Implementation:Astronomer Astronomer cosmos DbtRunAirflowAsyncBigqueryOperator
| Knowledge Sources | |
|---|---|
| Domains | BigQuery, Async_Execution |
| Last Updated | 2026-02-07 17:00 GMT |
Overview
The DbtRunAirflowAsyncBigqueryOperator is an async BigQuery operator that submits dbt-compiled SQL as deferrable BigQuery insert jobs, leveraging Airflow's native BigQuery provider for execution.
Description
This operator implements the AIRFLOW_ASYNC execution mode for BigQuery by combining BigQueryInsertJobOperator (from the Google Cloud Airflow provider) with AbstractDbtLocalBase (from Cosmos). The dual inheritance allows it to compile dbt models locally while executing the resulting SQL as native, deferrable BigQuery jobs.
The class uses a sophisticated initialization pattern to handle Airflow 2/3 compatibility: during __init__, it temporarily sets its base classes to only BigQueryInsertJobOperator to avoid conflicts with AbstractDbtLocalBase parameter filtering in Airflow 3, then restores the full inheritance chain afterward.
Key methods:
- execute orchestrates the execution flow. When
enable_setup_async_taskis active, it retrieves the compiled SQL either from XCom (get_sql_from_xcom) or remote storage (get_remote_sql), configures the BigQuery query, and delegates toBigQueryInsertJobOperator.execute. Otherwise, it falls back to the localbuild_and_run_cmdmethod with async context. After execution, it stores template fields and registers dataset events. - get_sql_from_xcom pulls base64-encoded, zlib-compressed SQL from XCom using the producer task ID and the sanitized model file path as the key. It decompresses and returns the SQL string.
- get_remote_sql retrieves the compiled SQL from remote object storage (e.g., GCS, S3) using Airflow's
ObjectStoragePathabstraction, constructing the path from the remote target path setting, DAG/task group identifier, run ID, and relative file path. - execute_complete acts as the callback when the deferrable trigger fires, processing the BigQuery job result, storing template fields, and registering dataset events.

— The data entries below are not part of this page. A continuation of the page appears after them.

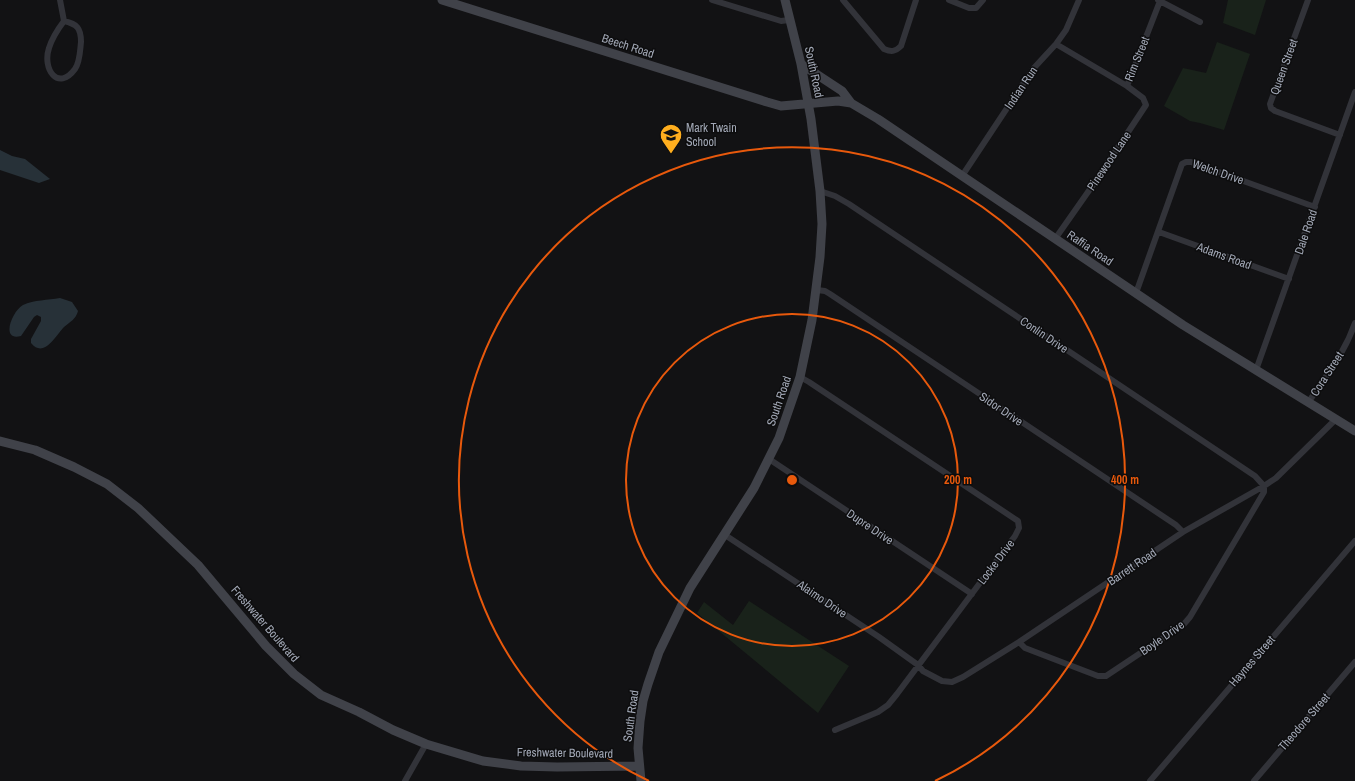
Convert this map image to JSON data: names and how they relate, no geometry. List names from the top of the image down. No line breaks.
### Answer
{"streets":{"main road":["Beech Road","South Road","Raffia Road","Freshwater Boulevard"],"street":["Rim Street","Queen Street","Indian Run","Pinewood Lane","Welch Drive","Dale Road","Adams Road","Conlin Drive","Cora Street","Sidor Drive","Dupre Drive","Locke Drive","Barrett Road","Alaimo Drive","Boyle Drive","Haynes Street","Theodore Street"]},"crossings":[["Beech Road","South Road"],["Beech Road","Raffia Road"],["Rim Street","Indian Run"],["Rim Street","Pinewood Lane"],["Queen Street","Dale Road"],["South Road","Raffia Road"],["South Road","Conlin Drive"],["South Road","Sidor Drive"],["South Road","Dupre Drive"],["South Road","Locke Drive"],["South Road","Alaimo Drive"],["South Road","Freshwater Boulevard"],["Indian Run","Raffia Road"],["Pinewood Lane","Raffia Road"],["Welch Drive","Dale Road"],["Welch Drive","Raffia Road"],["Welch Drive","Adams Road"],["Dale Road","Raffia Road"],["Dale Road","Adams Road"],["Raffia Road","Cora Street"],["Raffia Road","Barrett Road"],["Conlin Drive","Barrett Road"],["Conlin Drive","Boyle Drive"],["Sidor Drive","Barrett Road"],["Dupre Drive","Locke Drive"],["Locke Drive","Barrett Road"],["Locke Drive","Alaimo Drive"],["Barrett Road","Alaimo Drive"],["Barrett Road","Boyle Drive"]],"places":{"school or university":["Mark Twain School"]},"rings":["200 m","400 m"]}
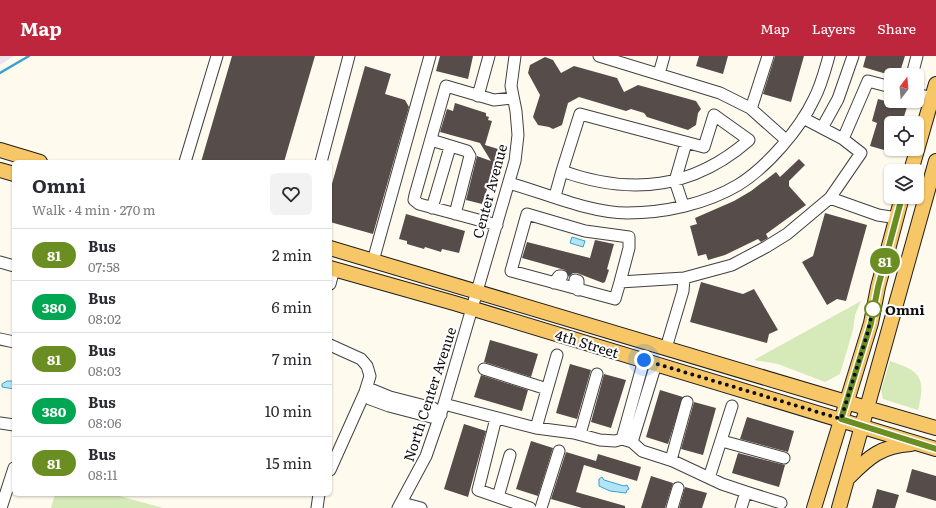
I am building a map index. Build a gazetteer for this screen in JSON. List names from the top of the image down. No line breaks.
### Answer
{"streets":{"main road":["4th Street"],"street":["Center Avenue","North Center Avenue"]},"crossings":[["Center Avenue","4th Street"],["Center Avenue","North Center Avenue"],["4th Street","North Center Avenue"]],"places":["Omni"],"lines":["bus line 81"],"north":"top","page":{"header":"Map","nav":["Map","Layers","Share"],"on_map":"81","heading":["Omni","Walk · 4 min · 270 m"],"list":[{"mark":"81","name":"Bus","note":"07:58","value":"2 min"},{"mark":"380","name":"Bus","note":"08:02","value":"6 min"},{"mark":"81","name":"Bus","note":"08:03","value":"7 min"},{"mark":"380","name":"Bus","note":"08:06","value":"10 min"},{"mark":"81","name":"Bus","note":"08:11","value":"15 min"}]}}
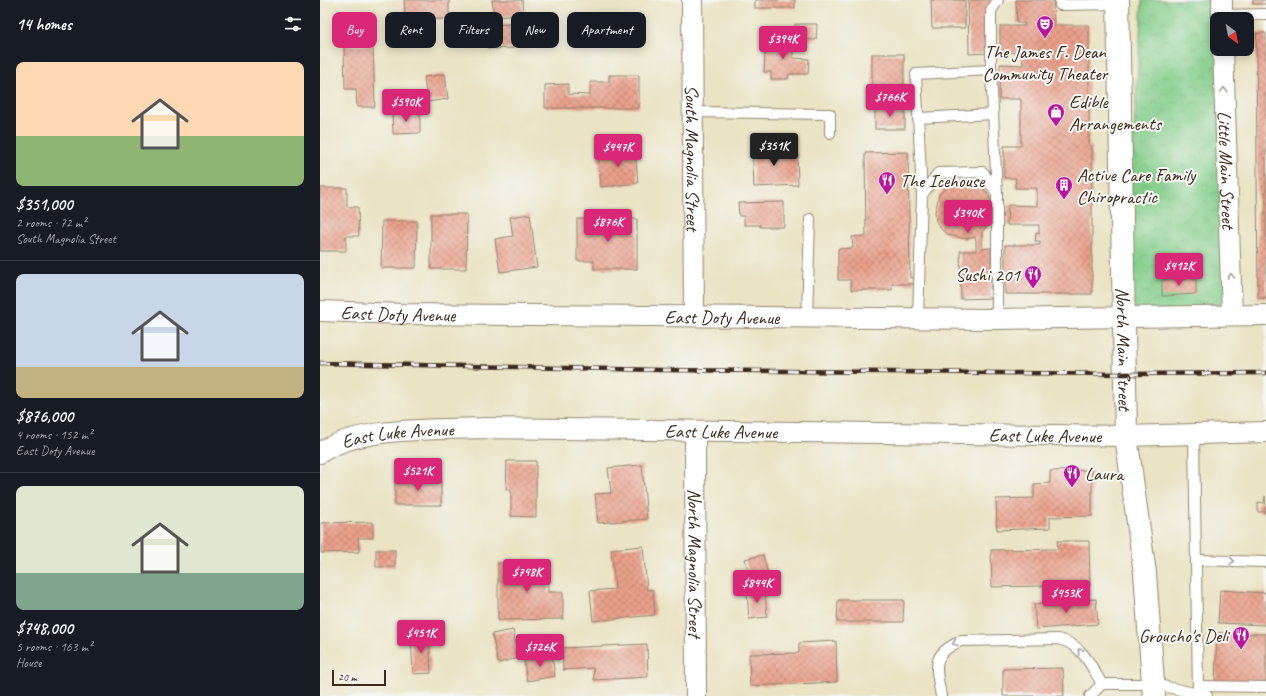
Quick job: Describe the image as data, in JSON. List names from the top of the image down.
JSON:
{
  "streets": {
    "main road": ["North Main Street"],
    "street": [
      "South Magnolia Street",
      "Little Main Street",
      "East Doty Avenue",
      "East Luke Avenue",
      "North Magnolia Street"
    ]
  },
  "crossings": [
    ["South Magnolia Street", "East Doty Avenue"],
    ["Little Main Street", "East Doty Avenue"],
    ["East Doty Avenue", "North Main Street"],
    ["North Main Street", "East Luke Avenue"],
    ["East Luke Avenue", "North Magnolia Street"]
  ],
  "one_way": ["Little Main Street"],
  "places": {
    "theatre": ["The James F. Dean Community Theater"],
    "shop": ["Edible Arrangements"],
    "restaurant": [
      "The Icehouse",
      "Sushi 201",
      "Laura",
      "Groucho's Deli"
    ],
    "building": ["Active Care Family Chiropractic"]
  },
  "scale_bar": "20 m",
  "north": "bottom right",
  "page": {
    "heading": "14 homes",
    "chip": [
      "Buy",
      "Rent",
      "Filters",
      "New",
      "Apartment"
    ],
    "price": [
      "$394K",
      "$766K",
      "$590K",
      "$351K",
      "$447K",
      "$340K",
      "$876K",
      "$412K",
      "$521K",
      "$748K",
      "$844K",
      "$453K",
      "$451K",
      "$726K"
    ],
    "list": [
      {
        "name": "$351,000",
        "note": "2 rooms · 72 m² · South Magnolia Street"
      },
      {
        "name": "$876,000",
        "note": "4 rooms · 152 m² · East Doty Avenue"
      },
      {
        "name": "$748,000",
        "note": "5 rooms · 163 m² · House"
      }
    ],
    "scale": "20 m"
  }
}
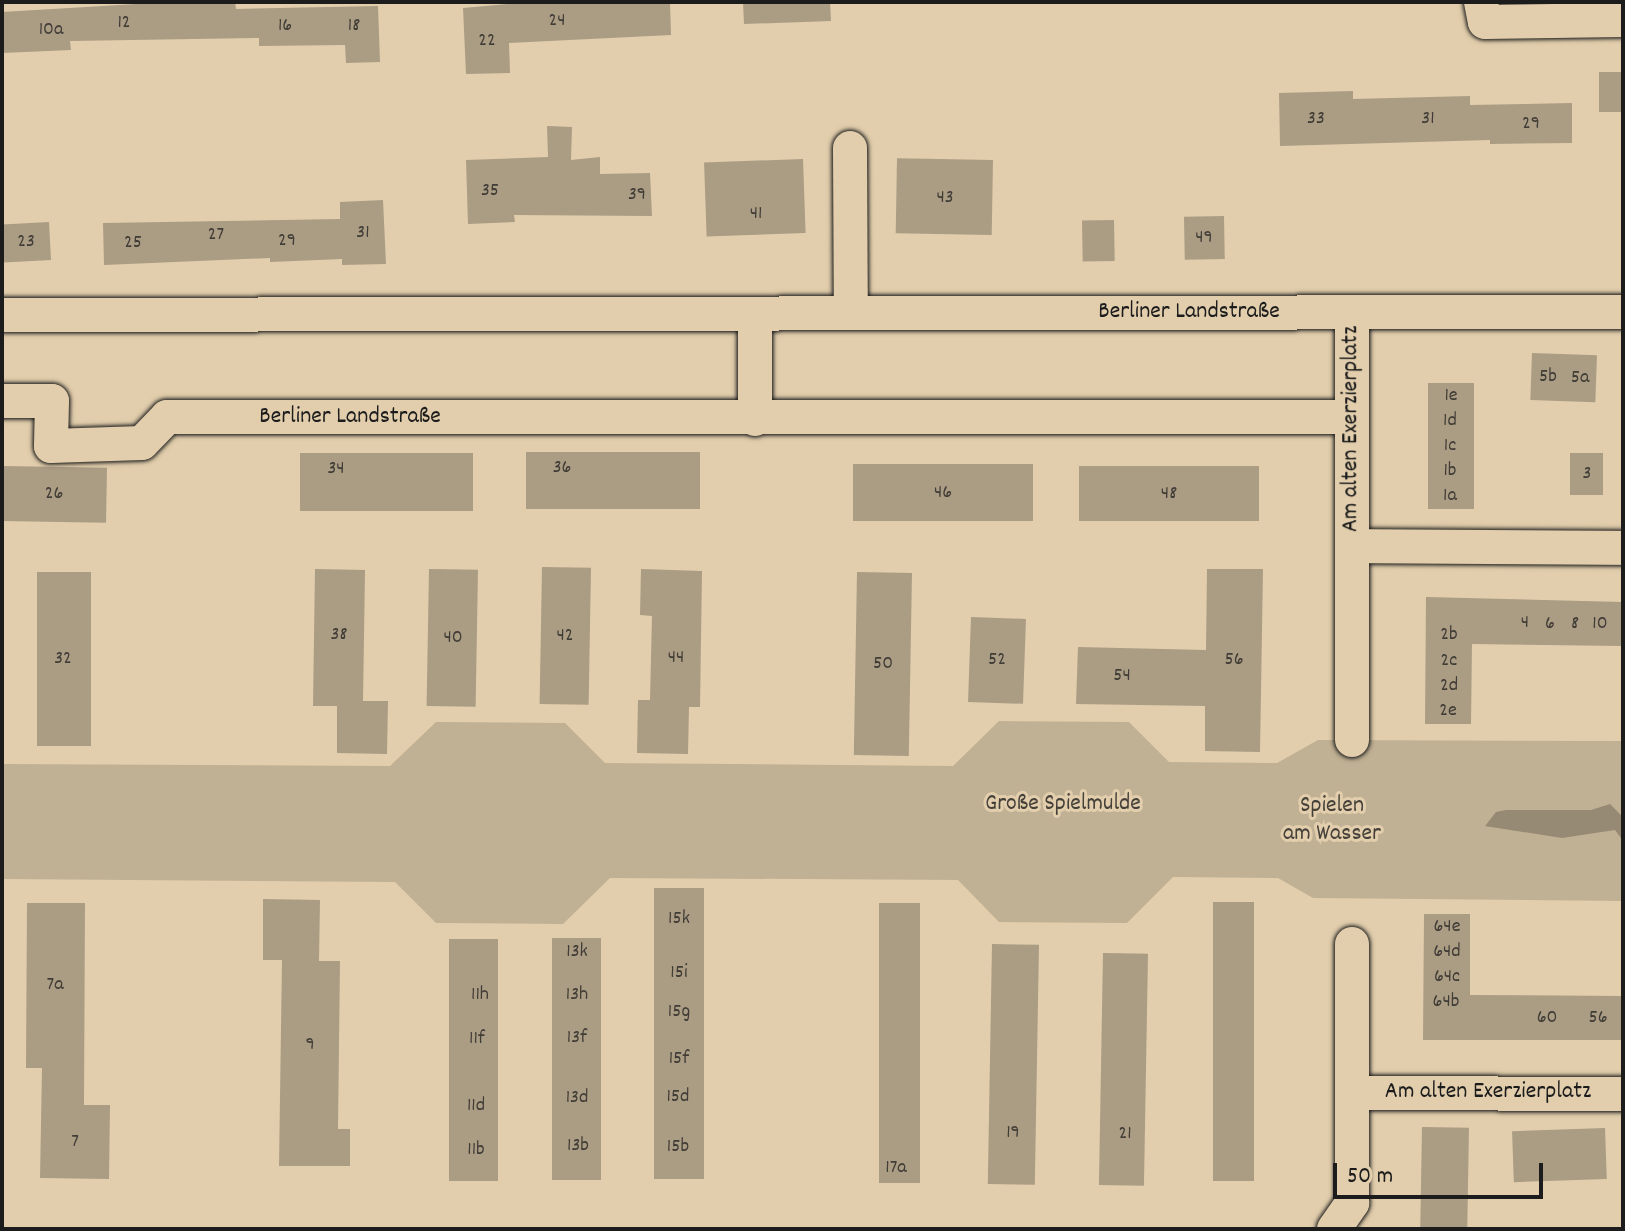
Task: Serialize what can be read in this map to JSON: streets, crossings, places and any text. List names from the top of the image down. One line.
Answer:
{"streets":{"street":["Berliner Landstraße","Am alten Exerzierplatz"]},"crossings":[["Berliner Landstraße","Am alten Exerzierplatz"]],"parks":["Große Spielmulde","Spielen am Wasser"],"house_numbers":["24","12","16","18","10a","22","33","31","29","35","39","43","41","31","27","49","29","23","25","5b","5a","1e","1d","1c","36","34","1b","3","46","26","48","1a","4","6","8","10","38","2b","42","40","44","32","52","56","2c","50","54","2d","2e","15k","64e","13k","64d","15i","64c","7a","11h","13h","64b","15g","60","56","13f","11f","9","15f","15d","13d","11d","19","21","7","13b","15b","11b","17a"],"scale_bar":"50 m"}
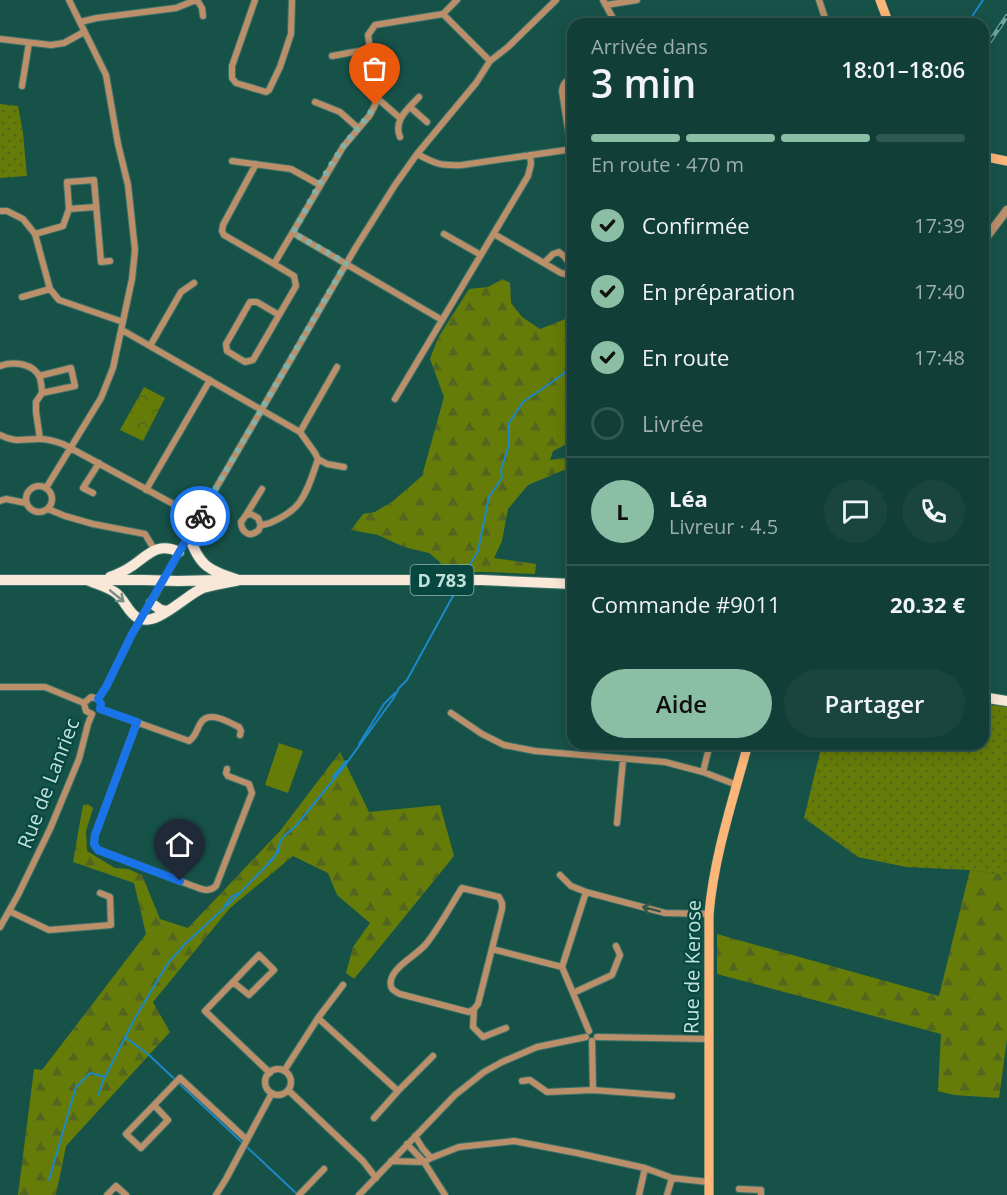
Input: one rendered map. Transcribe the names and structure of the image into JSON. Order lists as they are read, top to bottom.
{
  "streets": {
    "main road": ["D 783", "Rue de Kerose"],
    "street": ["Rue de Lanriec"]
  },
  "crossings": [
    ["D 783", "Rue de Lanriec"]
  ],
  "page": {
    "heading": ["3 min", "Arrivée dans", "18:01–18:06"],
    "panel": [
      "Léa",
      "Livreur · 4.5",
      "Commande #9011",
      "20.32 €"
    ],
    "bar": "En route · 470 m",
    "list": [
      ["Confirmée", "17:39"],
      ["En préparation", "17:40"],
      ["En route", "17:48"],
      "Livrée"
    ],
    "round": "L",
    "buttons": ["Aide", "Partager"]
  }
}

- _register_event creates an
Assetwith a BigQuery URI derived from the dbt node's unique ID and registers it as an output dataset, supporting Airflow's data-aware scheduling. The URI format differs between Airflow 2 (dot-separated) and Airflow 3 (slash-separated).
The operator defines template_fields including gcp_project, dataset, location, compiled_sql, and full_refresh, enabling Jinja rendering of these values.
Usage
This operator is typically not instantiated directly. Instead, it is resolved at runtime by the DbtRunAirflowAsyncFactoryOperator when the dbt profile type is "bigquery". It requires the apache-airflow-providers-google package to be installed.
Code Reference
Source Location
- Repository: Astronomer_Astronomer_cosmos
- File: cosmos/operators/_asynchronous/bigquery.py
Signature
class DbtRunAirflowAsyncBigqueryOperator(BigQueryInsertJobOperator, AbstractDbtLocalBase):
template_fields: Sequence[str] = (
"gcp_project", "dataset", "location", "compiled_sql", "full_refresh"
)
def __init__(
self,
project_dir: str,
profile_config: ProfileConfig,
extra_context: dict[str, Any] | None = None,
dbt_kwargs: dict[str, Any] | None = None,
**kwargs: Any,
):
...
def execute(self, context: Context, **kwargs: Any) -> None:
...
def get_sql_from_xcom(self, context: Context) -> str:
...
def get_remote_sql(self) -> str:
...
def execute_complete(self, context: Context, event: dict[str, Any]) -> Any:
...
def _register_event(self, context: Context) -> None:
...
Import
from cosmos.operators._asynchronous.bigquery import DbtRunAirflowAsyncBigqueryOperator
I/O Contract
Inputs
| Name | Type | Required | Description |
|---|---|---|---|
| project_dir | str |
Yes | Path to the dbt project directory |
| profile_config | ProfileConfig |
Yes | Cosmos profile configuration; must include a profile_mapping with a conn_id for GCP
|
| extra_context | None | No | Additional context including dbt_node_config, dbt_dag_task_group_identifier, and run_id
|
| dbt_kwargs | None | No | dbt-specific keyword arguments; must include task_id, may include full_refresh
|
| **kwargs | Any |
No | Additional keyword arguments including emit_datasets, dag, task_group
|
Outputs
| Name | Type | Description |
|---|---|---|
| execute return | None |
The execute method returns None; SQL is submitted as a BigQuery job |
| execute_complete return | Any |
The BigQuery job ID returned after the deferred trigger completes |
| Side effects | -- | Registers dataset events (BigQuery Asset URIs) for data-aware scheduling |
Usage Examples
# This operator is typically resolved automatically by the factory.
# Direct usage is shown for reference:
from cosmos.operators._asynchronous.bigquery import DbtRunAirflowAsyncBigqueryOperator
from cosmos.config import ProfileConfig
operator = DbtRunAirflowAsyncBigqueryOperator(
project_dir="/path/to/dbt/project",
profile_config=ProfileConfig(
profile_name="bigquery_profile",
target_name="dev",
profile_mapping=my_bigquery_profile_mapping,
),
extra_context={
"dbt_node_config": {
"file_path": "/path/to/dbt/project/models/my_model.sql",
"unique_id": "model.my_project.my_model",
},
"dbt_dag_task_group_identifier": "my_dag__my_group",
},
dbt_kwargs={
"task_id": "run_my_model",
"full_refresh": False,
},
)